>>>
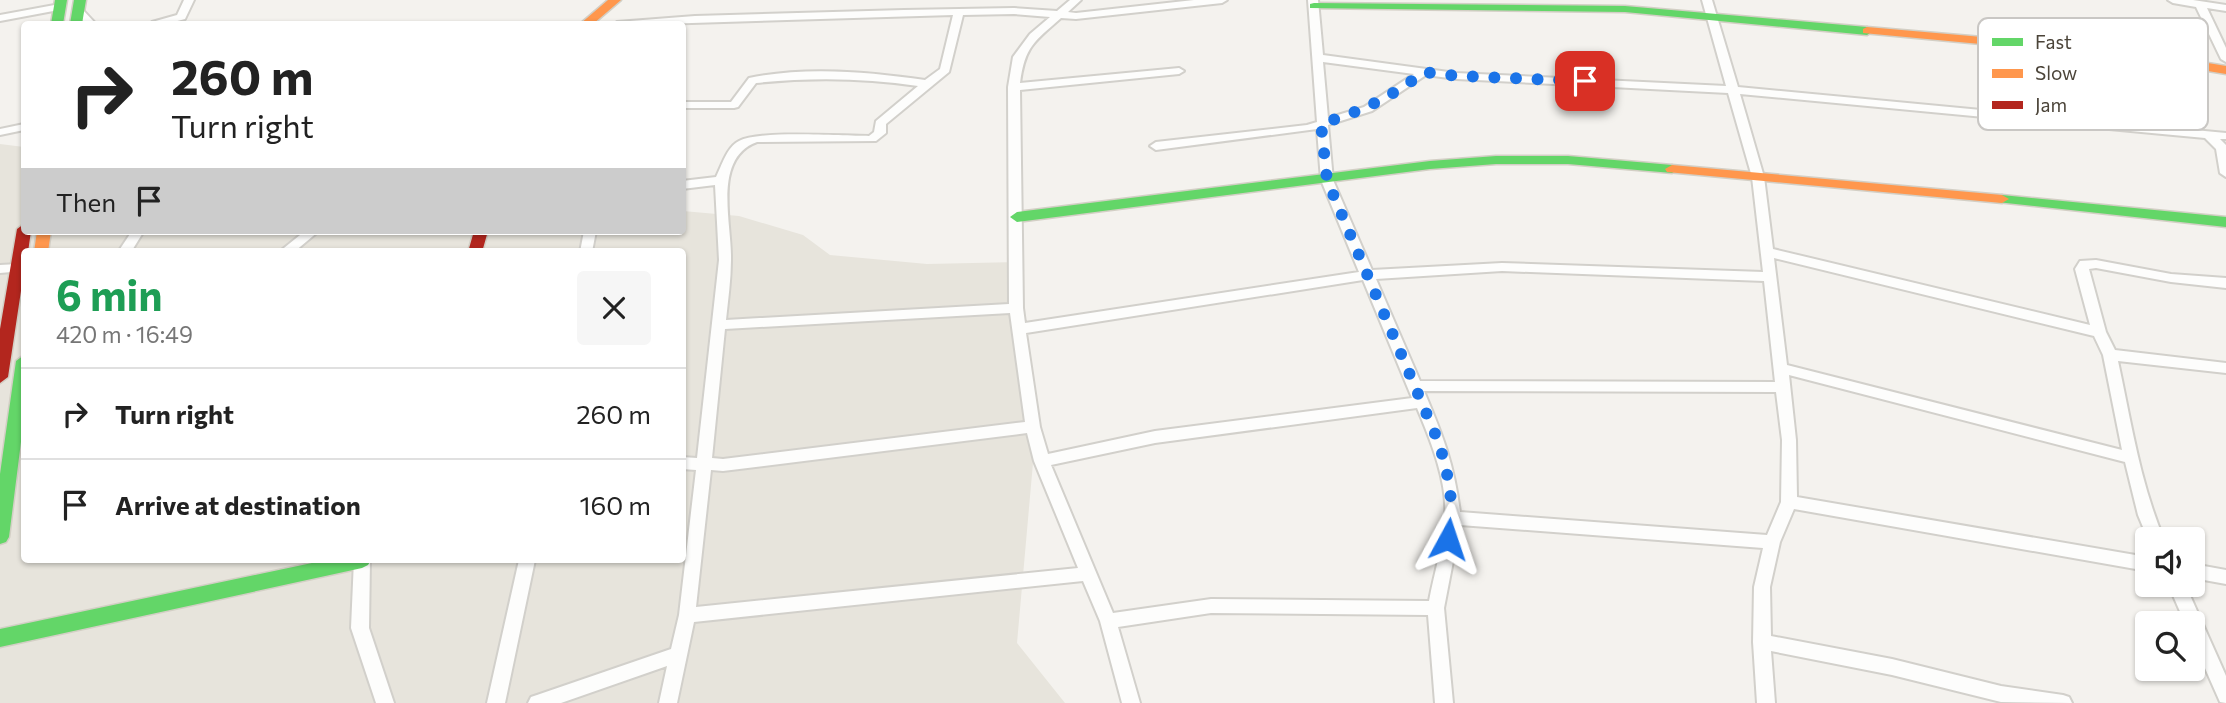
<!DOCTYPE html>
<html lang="en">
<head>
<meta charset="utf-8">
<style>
	:root { --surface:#fff; --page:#f6f6f6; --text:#222; --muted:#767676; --line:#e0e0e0 }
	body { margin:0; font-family:Commissioner,sans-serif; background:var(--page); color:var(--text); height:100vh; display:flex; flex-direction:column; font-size:26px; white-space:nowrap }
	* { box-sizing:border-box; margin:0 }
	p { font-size:23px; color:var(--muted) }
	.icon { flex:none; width:38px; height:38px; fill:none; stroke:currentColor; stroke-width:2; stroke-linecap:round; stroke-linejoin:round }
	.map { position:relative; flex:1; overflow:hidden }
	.details { position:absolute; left:21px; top:248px; width:665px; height:315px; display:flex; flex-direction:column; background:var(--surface); border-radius:7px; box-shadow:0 2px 5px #0004 }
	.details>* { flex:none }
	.guide { position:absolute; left:21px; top:21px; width:665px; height:214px; border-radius:7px; box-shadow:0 2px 5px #0004; background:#fff; color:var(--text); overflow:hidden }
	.controls { position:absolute; left:2135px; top:527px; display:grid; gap:14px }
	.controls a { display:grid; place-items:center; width:70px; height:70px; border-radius:7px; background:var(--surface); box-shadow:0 2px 5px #0004; font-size:35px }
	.pin { position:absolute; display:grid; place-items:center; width:60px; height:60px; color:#fff; margin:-30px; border-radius:14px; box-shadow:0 4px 10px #0006 }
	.me { position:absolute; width:77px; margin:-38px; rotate:5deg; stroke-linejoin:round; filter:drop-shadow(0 0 5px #0008) }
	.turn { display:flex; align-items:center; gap:24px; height:147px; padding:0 35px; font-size:32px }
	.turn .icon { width:91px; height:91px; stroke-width:2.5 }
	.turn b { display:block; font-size:49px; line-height:60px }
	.then { display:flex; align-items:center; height:66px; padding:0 35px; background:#0003; gap:14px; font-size:26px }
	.round { display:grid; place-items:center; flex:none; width:74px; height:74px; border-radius:7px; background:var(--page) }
	.head { display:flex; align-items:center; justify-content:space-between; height:119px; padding:0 35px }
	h1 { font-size:42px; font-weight:700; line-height:52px; color:#1e9e55 }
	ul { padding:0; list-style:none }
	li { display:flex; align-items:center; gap:21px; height:91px; padding:0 35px; border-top:2px solid var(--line) }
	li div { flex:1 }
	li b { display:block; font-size:26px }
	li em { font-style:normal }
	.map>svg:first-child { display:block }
	.residential { fill:#e7e4dc; fill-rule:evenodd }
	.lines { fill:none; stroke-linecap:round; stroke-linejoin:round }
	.street-casing { stroke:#d2d0cb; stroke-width:4 }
	.fast-casing { stroke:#d3cfc5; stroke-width:3 }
	.slow-casing { stroke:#d3cfc5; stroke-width:3 }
	.jam-casing { stroke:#d3cfc5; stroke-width:3 }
	.street { fill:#fdfdfc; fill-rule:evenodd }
	.fast { fill:#63d668; fill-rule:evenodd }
	.slow { fill:#ff974d; fill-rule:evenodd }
	.jam { fill:#b3261e; fill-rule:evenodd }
	.route { stroke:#1a73e8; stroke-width:12; stroke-dasharray:0 21.6 }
	.key { fill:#fff; stroke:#c9c7c4; stroke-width:2 }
	.key-label { font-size:19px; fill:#4b4439 }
</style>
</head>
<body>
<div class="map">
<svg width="2226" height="703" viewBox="0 0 2226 703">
	<rect width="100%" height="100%" fill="#f4f2ee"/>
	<path class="residential" d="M 0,144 L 24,147 L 24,231 L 682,231 L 683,211 L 739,216 L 803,235 L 830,255 L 927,264 L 1023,262 L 1016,358 L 1033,463 L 1017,643 L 1065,703 L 0,703 ZM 24,252 L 682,252 L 682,560 L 24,560 Z"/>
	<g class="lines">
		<g class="street-casing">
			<path id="street" d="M 184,0 L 194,0 L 185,19 L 166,24 L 151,24 L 152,22 L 177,15 Z
				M 1070,0 L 1081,0 L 1068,12 L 1076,13 L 1194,0 L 1227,0 L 1222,3 L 1076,19 L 1061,18 C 1034,42 1025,46 1020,83 L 1179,68 L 1184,71 L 1179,74 L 1020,90 L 1023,308 L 1025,323 L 1359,272 L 1321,180 L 1317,129 L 1156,150 L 1150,146 L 1156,142 L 1307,125 L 1317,122 L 1308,0 L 1318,0 L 1323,55 L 1456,73 L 1726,86 L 1702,0 L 1712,0 L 1738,87 L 2226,133 L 2226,139 L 2220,139 L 2226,145 L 2226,177 L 2220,173 L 2216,149 L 2205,138 L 1740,94 L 1764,177 L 1773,249 L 2090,325 L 2075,269 L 2080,261 L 2096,260 L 2171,274 L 2226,278 L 2226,288 L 2171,282 L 2096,268 L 2089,269 L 2106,332 L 2115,350 L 2226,363 L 2226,373 L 2118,361 C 2131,421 2140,483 2164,539 L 2148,539 L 2138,515 L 2125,462 L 1789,375 L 1796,440 L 1797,497 L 2147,557 L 2147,571 L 1794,509 L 1780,542 L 1770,587 L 1771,636 L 1892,659 L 2001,686 L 2063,695 L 2069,697 L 2072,703 L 2001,702 L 1892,675 L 1771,651 L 1775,703 L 1757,703 L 1753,642 L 1754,587 L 1763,548 L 1460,525 L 1444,608 L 1453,703 L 1435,703 L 1428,615 L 1211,613 L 1118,627 L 1140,703 L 1122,703 L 1100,621 L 1083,581 L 694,622 L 677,703 L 659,703 L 667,666 L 561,703 L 528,703 L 531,697 L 537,695 L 671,649 L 679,615 L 696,470 L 682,469 L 682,457 L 697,458 L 719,260 L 715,185 L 682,189 L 682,181 L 716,177 C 722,165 727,147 739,141 C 760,130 841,136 869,136 L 874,132 L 876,121 L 918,86 C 865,78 811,77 756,83 L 738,107 L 734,108 L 682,108 L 682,102 L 731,102 L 749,78 C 806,66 869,72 925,80 L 940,69 L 953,15 L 660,24 L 616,24 L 617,22 L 695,16 L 904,10 L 1014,8 L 1057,11 ZM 1014,14 L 1050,17 L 1030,34 L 1013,57 L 1008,87 L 1009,304 L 726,320 C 728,300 731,280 731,260 C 732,224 712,158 757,142 L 876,141 L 886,133 L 886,124 L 949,72 L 963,15 ZM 1323,62 L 1414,74 L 1364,107 L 1328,118 ZM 1426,75 L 1456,79 L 1728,93 L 1752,177 L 1763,272 L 1502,263 L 1372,270 L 1333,180 L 1328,125 L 1372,111 ZM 1774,258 L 2094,336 L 2103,355 L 2122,450 L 1787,365 ZM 1502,271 L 1764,281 L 1775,382 L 1420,381 L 1376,279 ZM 1363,280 L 1412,398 L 1155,431 L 1048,454 L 1040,427 L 1026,333 ZM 1010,313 L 1025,422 L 723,459 L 712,458 L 725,329 ZM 1424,391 L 1776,392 L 1782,440 L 1781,502 L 1767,535 L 1460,512 C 1454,464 1443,436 1424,391 ZM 1417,408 C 1431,441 1448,483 1445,519 C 1443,546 1434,574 1429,601 L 1211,599 L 1113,613 L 1051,465 L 1155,443 ZM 1027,433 L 1034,461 L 1078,568 L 696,607 L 711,470 L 723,471 Z
				M 2168,0 L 2193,0 L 2226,5 L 2226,11 L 2207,8 L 2226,48 L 2226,62 L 2221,59 L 2196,7 L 2173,3 Z
				M 60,4 L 64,5 L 64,9 L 0,21 L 0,15 Z
				M 78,8 L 82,9 L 96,24 L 86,24 L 73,11 Z
				M 24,124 L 24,130 L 0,135 L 0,129 Z
				M 132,231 L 144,231 L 131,252 L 118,252 Z
				M 305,231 L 319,231 L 294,252 L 279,252 Z
				M 584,231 L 596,231 L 592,252 L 580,252 Z
				M 18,264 L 23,265 L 24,268 L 23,271 L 0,273 L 0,265 Z
				M 354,560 L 370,560 L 369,628 L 394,703 L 376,703 L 351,628 Z
				M 519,560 L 535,560 L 505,703 L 487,703 Z
				M 2193,564 L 2226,570 L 2226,584 L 2193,578 Z
				M 2168,584 L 2185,584 L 2226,676 L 2226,703 L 2220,702 L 2193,641 L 2193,623 L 2185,623 Z"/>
		</g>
		<g class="fast-casing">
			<path id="fast" d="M 55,0 L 67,0 L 63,24 L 51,24 Z
				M 74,0 L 86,0 L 82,24 L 70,24 Z
				M 1314,3 L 1625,6 L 1867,27 L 1873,31 L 1867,35 L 1625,12 L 1310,8 L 1310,4 Z
				M 1496,156 L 1568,156 L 1672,165 L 1679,169 L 1672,173 L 1568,164 L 1496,164 L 1430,169 L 1017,222 L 1010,217 L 1017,212 L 1430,161 Z
				M 2002,195 L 2226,217 L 2226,227 L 1997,202 L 1995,199 Z
				M 24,355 L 24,418 L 9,537 L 6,542 L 0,544 L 0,474 L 16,361 Z
				M 326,560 L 371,560 L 368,565 L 362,568 L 0,647 L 0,629 Z"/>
		</g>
		<g class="slow-casing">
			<path id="slow" d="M 608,0 L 621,0 L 593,24 L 580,24 Z
				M 1867,27 L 2130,50 L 2226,66 L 2226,74 L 2130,58 L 1863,33 L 1863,29 Z
				M 1672,165 L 2002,195 L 2009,199 L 2002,203 L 1667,172 L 1665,169 Z
				M 37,231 L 51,231 L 48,252 L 34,252 Z"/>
		</g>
		<g class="jam-casing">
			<path id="jam" d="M 24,224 L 24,231 L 31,231 L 28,252 L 24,252 L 24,271 L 8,377 L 0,383 L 0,329 L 17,229 Z
				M 474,231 L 488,231 L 482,252 L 468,252 Z"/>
		</g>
		<use href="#street" class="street"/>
		<use href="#fast" class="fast"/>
		<use href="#slow" class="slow"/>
		<use href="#jam" class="jam"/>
	</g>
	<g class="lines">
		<path class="route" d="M 1448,539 C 1456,506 1448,475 1439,443 L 1327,180 L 1321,124 C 1363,110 1388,99 1424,72 L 1457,76 L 1585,81"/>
	</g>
	<rect x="1978" y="18" width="230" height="112" rx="10" class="key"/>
	<rect x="1992" y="38" width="31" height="8" fill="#63d668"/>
	<rect x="1992" y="69" width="31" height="9" fill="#ff974d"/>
	<rect x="1992" y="101" width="31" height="8" fill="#b3261e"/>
	<g class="key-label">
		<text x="2035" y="49">Fast</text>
		<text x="2035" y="80">Slow</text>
		<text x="2035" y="112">Jam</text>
	</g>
</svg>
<div class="controls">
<a><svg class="icon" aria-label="sound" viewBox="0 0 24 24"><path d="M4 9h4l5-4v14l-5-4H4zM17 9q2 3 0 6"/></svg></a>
<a><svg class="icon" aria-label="search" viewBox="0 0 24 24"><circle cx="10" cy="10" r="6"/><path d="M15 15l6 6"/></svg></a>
</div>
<div class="pin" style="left:1585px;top:81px;background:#d93025"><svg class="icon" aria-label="arrive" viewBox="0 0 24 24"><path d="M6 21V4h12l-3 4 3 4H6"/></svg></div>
<svg class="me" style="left:1448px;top:539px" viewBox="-20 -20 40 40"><path d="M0-17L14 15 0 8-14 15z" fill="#1a73e8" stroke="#fff" stroke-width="4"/></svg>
<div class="guide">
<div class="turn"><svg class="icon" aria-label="right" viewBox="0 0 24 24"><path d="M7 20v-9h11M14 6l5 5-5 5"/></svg><div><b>260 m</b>Turn right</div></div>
<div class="then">Then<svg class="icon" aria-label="arrive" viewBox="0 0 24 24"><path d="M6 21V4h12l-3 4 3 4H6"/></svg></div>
</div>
<section class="details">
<div class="head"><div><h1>6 min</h1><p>420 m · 16:49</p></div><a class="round"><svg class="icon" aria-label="close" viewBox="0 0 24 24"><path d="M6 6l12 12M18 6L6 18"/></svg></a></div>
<ul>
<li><svg class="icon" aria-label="right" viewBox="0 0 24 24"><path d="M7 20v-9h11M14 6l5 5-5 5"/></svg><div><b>Turn right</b></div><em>260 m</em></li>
<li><svg class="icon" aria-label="arrive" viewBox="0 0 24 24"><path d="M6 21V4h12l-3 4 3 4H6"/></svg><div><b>Arrive at destination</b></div><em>160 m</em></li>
</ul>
</section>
</div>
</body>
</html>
<<<
EXERCISE DESCRIPTION -> The line containing "position:absolute; left:21px; top:21px;" marks the end: transcribe every line from the start of the listing up to and including it, minus the pictures.

RESPONSE TO THE EXERCISE ->
<!DOCTYPE html>
<html lang="en">
<head>
<meta charset="utf-8">
<style>
	:root { --surface:#fff; --page:#f6f6f6; --text:#222; --muted:#767676; --line:#e0e0e0 }
	body { margin:0; font-family:Commissioner,sans-serif; background:var(--page); color:var(--text); height:100vh; display:flex; flex-direction:column; font-size:26px; white-space:nowrap }
	* { box-sizing:border-box; margin:0 }
	p { font-size:23px; color:var(--muted) }
	.icon { flex:none; width:38px; height:38px; fill:none; stroke:currentColor; stroke-width:2; stroke-linecap:round; stroke-linejoin:round }
	.map { position:relative; flex:1; overflow:hidden }
	.details { position:absolute; left:21px; top:248px; width:665px; height:315px; display:flex; flex-direction:column; background:var(--surface); border-radius:7px; box-shadow:0 2px 5px #0004 }
	.details>* { flex:none }
	.guide { position:absolute; left:21px; top:21px; width:665px; height:214px; border-radius:7px; box-shadow:0 2px 5px #0004; background:#fff; color:var(--text); overflow:hidden }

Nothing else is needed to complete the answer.